I know that these are the issues with which many members of the
Institution will be grappling on a daily basis, so the last thing I
am going to do is offer any advice. What I would like to
encourage is closer involvement by water and environmental
management professionals in what, to me, seems to be the most
important development in a wider field of interest.
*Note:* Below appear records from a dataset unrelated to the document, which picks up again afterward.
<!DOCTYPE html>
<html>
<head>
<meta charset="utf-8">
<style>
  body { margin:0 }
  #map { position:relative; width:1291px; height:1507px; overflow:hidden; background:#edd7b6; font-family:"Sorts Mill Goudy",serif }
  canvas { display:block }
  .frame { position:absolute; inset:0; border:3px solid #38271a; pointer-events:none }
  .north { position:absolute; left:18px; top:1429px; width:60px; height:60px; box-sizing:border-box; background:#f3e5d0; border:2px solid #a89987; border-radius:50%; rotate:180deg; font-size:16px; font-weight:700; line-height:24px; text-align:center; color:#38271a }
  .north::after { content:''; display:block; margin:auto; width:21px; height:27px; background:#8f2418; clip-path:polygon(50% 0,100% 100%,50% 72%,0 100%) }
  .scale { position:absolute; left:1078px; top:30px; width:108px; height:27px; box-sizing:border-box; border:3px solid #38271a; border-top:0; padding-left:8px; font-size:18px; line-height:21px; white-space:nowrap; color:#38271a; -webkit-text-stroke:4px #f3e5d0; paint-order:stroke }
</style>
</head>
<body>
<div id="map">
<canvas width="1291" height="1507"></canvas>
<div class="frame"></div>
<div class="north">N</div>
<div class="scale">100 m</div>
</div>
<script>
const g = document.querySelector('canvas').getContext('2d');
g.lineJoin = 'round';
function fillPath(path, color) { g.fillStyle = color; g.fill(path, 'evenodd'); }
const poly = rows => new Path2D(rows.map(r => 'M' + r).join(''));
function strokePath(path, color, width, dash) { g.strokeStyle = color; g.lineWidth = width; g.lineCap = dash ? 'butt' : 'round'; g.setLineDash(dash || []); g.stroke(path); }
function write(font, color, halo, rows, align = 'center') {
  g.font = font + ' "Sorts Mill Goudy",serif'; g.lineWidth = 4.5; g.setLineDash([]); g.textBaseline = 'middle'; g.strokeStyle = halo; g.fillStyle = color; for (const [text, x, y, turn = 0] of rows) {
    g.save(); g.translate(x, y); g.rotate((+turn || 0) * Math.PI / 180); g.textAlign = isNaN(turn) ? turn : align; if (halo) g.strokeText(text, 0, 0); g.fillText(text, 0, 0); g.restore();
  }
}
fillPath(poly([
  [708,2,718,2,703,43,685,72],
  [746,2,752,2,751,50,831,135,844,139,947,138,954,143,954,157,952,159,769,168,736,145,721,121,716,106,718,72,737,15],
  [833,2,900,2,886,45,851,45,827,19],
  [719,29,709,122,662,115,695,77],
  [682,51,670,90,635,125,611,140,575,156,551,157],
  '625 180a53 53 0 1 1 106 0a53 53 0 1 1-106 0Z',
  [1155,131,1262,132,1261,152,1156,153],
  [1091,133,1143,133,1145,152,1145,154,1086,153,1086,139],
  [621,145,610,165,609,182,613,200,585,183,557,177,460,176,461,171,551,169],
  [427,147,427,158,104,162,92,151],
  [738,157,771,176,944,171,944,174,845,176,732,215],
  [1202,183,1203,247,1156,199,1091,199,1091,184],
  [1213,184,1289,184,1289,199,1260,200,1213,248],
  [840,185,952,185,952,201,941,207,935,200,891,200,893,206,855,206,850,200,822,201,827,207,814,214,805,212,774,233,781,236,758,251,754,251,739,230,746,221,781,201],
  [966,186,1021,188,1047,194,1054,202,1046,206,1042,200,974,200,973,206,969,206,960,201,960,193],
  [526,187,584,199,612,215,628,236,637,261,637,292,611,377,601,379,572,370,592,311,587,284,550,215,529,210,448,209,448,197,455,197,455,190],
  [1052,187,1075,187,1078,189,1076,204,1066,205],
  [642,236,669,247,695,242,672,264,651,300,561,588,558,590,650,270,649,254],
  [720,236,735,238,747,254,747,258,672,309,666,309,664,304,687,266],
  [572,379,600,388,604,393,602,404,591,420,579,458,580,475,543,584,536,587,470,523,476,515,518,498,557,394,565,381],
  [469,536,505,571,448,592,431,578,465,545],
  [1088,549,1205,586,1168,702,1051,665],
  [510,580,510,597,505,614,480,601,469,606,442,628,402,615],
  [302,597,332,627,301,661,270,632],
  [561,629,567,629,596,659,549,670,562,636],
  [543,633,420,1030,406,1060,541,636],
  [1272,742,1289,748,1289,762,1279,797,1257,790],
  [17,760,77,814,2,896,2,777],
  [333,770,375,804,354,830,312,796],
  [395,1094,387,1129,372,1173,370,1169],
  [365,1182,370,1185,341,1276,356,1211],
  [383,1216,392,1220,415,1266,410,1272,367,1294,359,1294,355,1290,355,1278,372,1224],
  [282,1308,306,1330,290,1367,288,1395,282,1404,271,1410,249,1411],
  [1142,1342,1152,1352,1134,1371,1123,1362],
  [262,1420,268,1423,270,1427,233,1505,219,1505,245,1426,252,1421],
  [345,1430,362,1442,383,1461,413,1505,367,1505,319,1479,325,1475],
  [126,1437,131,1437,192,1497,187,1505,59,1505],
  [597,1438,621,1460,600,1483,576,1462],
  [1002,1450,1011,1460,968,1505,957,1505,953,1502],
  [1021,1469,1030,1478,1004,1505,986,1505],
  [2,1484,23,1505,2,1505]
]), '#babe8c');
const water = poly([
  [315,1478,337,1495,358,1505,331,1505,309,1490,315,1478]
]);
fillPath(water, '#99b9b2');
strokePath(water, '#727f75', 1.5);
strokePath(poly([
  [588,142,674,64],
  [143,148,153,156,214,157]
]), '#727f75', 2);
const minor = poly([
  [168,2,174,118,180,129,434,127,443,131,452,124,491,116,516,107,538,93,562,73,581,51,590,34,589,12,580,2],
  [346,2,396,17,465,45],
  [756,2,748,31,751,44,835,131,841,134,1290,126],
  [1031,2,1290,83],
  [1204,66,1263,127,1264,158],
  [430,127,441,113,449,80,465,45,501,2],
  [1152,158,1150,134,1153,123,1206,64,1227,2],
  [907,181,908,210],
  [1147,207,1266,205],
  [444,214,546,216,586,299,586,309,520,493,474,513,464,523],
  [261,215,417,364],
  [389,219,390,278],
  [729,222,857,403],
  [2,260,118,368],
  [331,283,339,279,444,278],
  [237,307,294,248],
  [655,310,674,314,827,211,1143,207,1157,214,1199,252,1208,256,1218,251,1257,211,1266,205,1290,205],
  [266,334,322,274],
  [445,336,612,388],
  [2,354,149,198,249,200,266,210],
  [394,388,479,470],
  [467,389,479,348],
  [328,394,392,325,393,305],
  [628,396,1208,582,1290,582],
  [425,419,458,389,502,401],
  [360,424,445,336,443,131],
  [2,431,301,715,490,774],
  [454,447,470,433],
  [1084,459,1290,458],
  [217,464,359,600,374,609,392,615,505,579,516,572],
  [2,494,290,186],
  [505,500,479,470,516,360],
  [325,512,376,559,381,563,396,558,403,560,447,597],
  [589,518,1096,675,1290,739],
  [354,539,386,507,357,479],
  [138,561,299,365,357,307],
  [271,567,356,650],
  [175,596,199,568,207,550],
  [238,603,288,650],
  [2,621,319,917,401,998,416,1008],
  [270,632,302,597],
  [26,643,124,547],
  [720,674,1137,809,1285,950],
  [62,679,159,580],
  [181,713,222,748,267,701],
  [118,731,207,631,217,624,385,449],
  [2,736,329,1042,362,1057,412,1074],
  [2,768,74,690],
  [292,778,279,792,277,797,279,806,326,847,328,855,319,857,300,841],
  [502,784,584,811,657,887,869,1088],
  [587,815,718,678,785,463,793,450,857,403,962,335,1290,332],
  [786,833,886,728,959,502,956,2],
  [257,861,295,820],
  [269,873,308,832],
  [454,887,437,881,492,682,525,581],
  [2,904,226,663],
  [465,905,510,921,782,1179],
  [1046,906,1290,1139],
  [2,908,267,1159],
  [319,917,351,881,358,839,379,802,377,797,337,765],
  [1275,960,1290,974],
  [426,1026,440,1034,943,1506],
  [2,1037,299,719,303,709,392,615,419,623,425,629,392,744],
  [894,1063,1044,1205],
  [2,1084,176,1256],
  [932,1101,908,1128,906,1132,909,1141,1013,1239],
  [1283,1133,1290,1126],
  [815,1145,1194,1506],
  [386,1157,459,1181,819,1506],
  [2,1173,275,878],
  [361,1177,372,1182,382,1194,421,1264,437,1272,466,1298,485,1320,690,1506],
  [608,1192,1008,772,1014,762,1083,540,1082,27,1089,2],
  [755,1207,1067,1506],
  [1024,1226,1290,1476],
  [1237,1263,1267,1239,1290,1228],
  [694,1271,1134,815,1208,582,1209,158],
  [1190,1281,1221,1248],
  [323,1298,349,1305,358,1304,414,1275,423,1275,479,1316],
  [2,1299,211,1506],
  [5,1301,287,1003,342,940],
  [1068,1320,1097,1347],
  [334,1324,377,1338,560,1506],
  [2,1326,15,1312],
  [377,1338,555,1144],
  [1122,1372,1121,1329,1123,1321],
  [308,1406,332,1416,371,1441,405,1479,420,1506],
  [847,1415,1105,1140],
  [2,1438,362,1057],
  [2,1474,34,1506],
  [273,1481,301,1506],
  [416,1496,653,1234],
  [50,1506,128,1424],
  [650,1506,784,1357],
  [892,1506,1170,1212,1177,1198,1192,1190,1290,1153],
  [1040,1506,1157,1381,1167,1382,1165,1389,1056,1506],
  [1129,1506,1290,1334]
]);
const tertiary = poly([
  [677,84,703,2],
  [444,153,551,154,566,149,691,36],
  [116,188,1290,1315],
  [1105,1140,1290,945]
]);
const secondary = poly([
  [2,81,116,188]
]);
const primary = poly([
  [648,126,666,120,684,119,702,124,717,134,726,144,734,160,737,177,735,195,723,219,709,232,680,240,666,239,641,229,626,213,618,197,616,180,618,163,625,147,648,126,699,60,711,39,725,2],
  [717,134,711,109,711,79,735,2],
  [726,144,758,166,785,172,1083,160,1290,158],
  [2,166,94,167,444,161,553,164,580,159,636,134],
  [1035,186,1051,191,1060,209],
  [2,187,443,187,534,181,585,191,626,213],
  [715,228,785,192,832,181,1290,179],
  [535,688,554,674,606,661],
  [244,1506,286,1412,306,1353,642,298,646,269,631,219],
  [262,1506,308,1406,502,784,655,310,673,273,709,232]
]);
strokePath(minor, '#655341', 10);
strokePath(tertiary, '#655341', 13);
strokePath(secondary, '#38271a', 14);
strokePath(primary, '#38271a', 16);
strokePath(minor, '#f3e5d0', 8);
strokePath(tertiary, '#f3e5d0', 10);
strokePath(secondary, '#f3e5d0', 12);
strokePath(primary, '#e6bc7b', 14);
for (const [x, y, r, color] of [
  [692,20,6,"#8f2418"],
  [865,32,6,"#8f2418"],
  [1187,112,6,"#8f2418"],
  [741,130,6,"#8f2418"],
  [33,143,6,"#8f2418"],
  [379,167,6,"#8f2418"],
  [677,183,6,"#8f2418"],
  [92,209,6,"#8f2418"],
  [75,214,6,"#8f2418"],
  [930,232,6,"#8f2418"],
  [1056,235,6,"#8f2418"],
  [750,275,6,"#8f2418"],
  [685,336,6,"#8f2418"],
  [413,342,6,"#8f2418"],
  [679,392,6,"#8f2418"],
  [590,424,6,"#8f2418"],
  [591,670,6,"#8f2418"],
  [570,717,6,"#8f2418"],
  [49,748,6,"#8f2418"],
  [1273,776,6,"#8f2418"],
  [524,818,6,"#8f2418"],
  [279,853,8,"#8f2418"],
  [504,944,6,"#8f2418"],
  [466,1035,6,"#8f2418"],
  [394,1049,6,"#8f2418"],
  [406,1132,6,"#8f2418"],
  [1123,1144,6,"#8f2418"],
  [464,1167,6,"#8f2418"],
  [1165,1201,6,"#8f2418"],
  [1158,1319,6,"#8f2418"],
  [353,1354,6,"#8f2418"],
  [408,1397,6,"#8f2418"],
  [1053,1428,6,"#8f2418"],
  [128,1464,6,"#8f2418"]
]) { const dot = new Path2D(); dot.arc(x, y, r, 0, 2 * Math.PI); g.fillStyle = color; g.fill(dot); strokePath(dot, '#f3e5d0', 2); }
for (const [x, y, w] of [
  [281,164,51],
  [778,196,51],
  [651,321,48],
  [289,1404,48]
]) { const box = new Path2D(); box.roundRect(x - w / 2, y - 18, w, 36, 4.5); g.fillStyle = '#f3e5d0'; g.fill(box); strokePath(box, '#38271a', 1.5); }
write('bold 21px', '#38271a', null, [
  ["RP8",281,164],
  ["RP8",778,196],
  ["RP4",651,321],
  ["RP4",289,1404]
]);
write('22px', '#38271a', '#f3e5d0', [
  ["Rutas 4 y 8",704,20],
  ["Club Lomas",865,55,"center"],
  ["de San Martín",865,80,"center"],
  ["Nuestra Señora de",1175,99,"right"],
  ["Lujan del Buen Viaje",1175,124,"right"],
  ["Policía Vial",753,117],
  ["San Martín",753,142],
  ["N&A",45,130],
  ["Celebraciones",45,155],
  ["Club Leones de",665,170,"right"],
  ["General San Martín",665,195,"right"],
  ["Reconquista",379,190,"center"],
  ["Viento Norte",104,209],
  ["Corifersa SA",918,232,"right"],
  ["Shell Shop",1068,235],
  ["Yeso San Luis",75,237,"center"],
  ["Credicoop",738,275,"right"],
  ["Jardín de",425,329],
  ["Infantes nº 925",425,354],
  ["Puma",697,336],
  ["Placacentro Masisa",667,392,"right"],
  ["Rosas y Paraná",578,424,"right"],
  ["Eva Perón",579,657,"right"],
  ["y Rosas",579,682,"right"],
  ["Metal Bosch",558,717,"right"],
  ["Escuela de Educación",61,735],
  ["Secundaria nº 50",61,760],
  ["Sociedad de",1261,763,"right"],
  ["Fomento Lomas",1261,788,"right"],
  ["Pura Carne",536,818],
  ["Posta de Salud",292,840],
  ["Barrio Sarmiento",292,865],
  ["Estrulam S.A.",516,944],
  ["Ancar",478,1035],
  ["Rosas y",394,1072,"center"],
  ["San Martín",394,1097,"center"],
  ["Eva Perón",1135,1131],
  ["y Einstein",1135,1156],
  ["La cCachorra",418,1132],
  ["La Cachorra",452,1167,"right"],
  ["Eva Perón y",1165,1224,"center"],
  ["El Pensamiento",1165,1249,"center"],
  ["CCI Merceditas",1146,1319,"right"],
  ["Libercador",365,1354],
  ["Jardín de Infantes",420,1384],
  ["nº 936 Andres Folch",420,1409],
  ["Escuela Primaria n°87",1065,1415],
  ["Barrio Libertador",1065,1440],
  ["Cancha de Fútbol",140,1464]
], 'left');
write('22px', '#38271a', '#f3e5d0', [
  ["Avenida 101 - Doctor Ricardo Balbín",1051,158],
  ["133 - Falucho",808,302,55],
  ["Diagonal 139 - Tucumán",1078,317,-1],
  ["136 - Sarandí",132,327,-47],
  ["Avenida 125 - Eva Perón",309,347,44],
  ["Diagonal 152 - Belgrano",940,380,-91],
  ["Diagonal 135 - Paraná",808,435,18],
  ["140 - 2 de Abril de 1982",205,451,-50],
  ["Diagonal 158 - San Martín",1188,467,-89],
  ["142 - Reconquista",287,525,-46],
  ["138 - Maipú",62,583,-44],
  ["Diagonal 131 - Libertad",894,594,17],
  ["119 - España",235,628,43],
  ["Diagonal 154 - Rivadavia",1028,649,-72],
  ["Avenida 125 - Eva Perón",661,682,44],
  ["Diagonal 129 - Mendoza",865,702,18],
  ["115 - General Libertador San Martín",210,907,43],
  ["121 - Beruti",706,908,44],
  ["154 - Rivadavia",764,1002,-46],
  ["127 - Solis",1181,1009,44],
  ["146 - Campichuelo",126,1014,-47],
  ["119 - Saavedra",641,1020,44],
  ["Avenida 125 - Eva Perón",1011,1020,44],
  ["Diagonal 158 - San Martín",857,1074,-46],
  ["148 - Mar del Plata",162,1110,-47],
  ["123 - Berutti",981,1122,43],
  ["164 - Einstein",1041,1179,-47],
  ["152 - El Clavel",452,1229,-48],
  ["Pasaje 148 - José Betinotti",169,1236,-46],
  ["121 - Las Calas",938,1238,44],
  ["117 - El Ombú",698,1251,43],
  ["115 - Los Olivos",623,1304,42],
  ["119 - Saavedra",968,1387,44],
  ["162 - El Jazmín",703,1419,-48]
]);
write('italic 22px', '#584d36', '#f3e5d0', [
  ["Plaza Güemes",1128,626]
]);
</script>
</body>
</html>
As the economist Herman Daly pointed out, the environment is,
'the envelope that contains, sustains and provisions the economy,'
- not the other way round. Yet in a world where economics
has, rightly or wrongly, the greatest possible influence on
decision-making, the environment is always in danger of being
discounted. The answer, surely, is to find ways of measuring
the economic benefits provided to mankind by the environment - in
the form of biodiversity and ecosystems.
The concept of 'ecosystem services' has been discussed for a
number of years, but the debate has moved on considerably with an
initiative known as The Economics of Ecosystems and Biodiversity,
or TEEB for short. There is now a series of TEEB
reports setting out not only the benefits of taking into account
the value of ecosystem services and biodiversity in making
decisions and choices, but also explaining how this can be done,
with some excellent case studies. There are reports addressed
to policy-makers, to business, to regional and local government and
to citizens.
TEEB's reports also reiterate something I have long tried to
encourage businesses to recognise - that we should not regard this
type of valuation and pricing as a tax. We should see it as an
incentive for powerful investment for the future; something to be
achieved not through imposition and dictum, but through
reassessment and realignment of thinking and exchange and
discussion.
In this regard, it is perhaps worth noting that looking forward
to 2030, research by McKinsey & Co. for the Water Resources
Group indicates that global water requirements will be 40 per cent
greater than the current sustainable supply, assuming current rates
of economic growth. This is because agricultural demand is
expected to grow substantially, while urban and industrial use will
also grow strongly. At the same time the need to maintain
environmental flow requirements to prevent the collapse of
important riparian ecosystems will place additional limits on water
availability.
Most of our natural capital has not been properly valued and
charged for, because assets like fish in the oceans, water in
rivers, rainfall, a clean and temperate atmosphere and communities,
have always been thought of as limitless and freely available. It
is also, of course, because valuing these things and charging for
natural capital can be difficult when the assets do not necessarily
belong to a particular individual, organisation or country. In
short, providing quantitative figures for qualitative values has
proved a somewhat elusive science.
Measuring the contribution to the economy made by ecosystems and
biodiversity could be an important step towards maintaining the
productivity of the natural resource base on which we all
depend. It could also help to quantify the risks of both
action and inaction, thereby helping to drive good
decision-making.
This is not just a job for economists, or for policy-makers, or
even for scientists and practitioners. It is a role for the
whole of society and I do hope that the Institution will build on
its commendably concise and readable position papers by identifying
the distinctive contribution it could make to the discussion on
valuing ecosystem services. There is no time to lose.
The profession of environmental management has come a long way
in 25 years, but the decisions you take, encourage and inform in
the next few years will have a cumulative effect upon humanity's
ability to survive in the long-term. So I will continue to
watch your progress with the greatest of interest.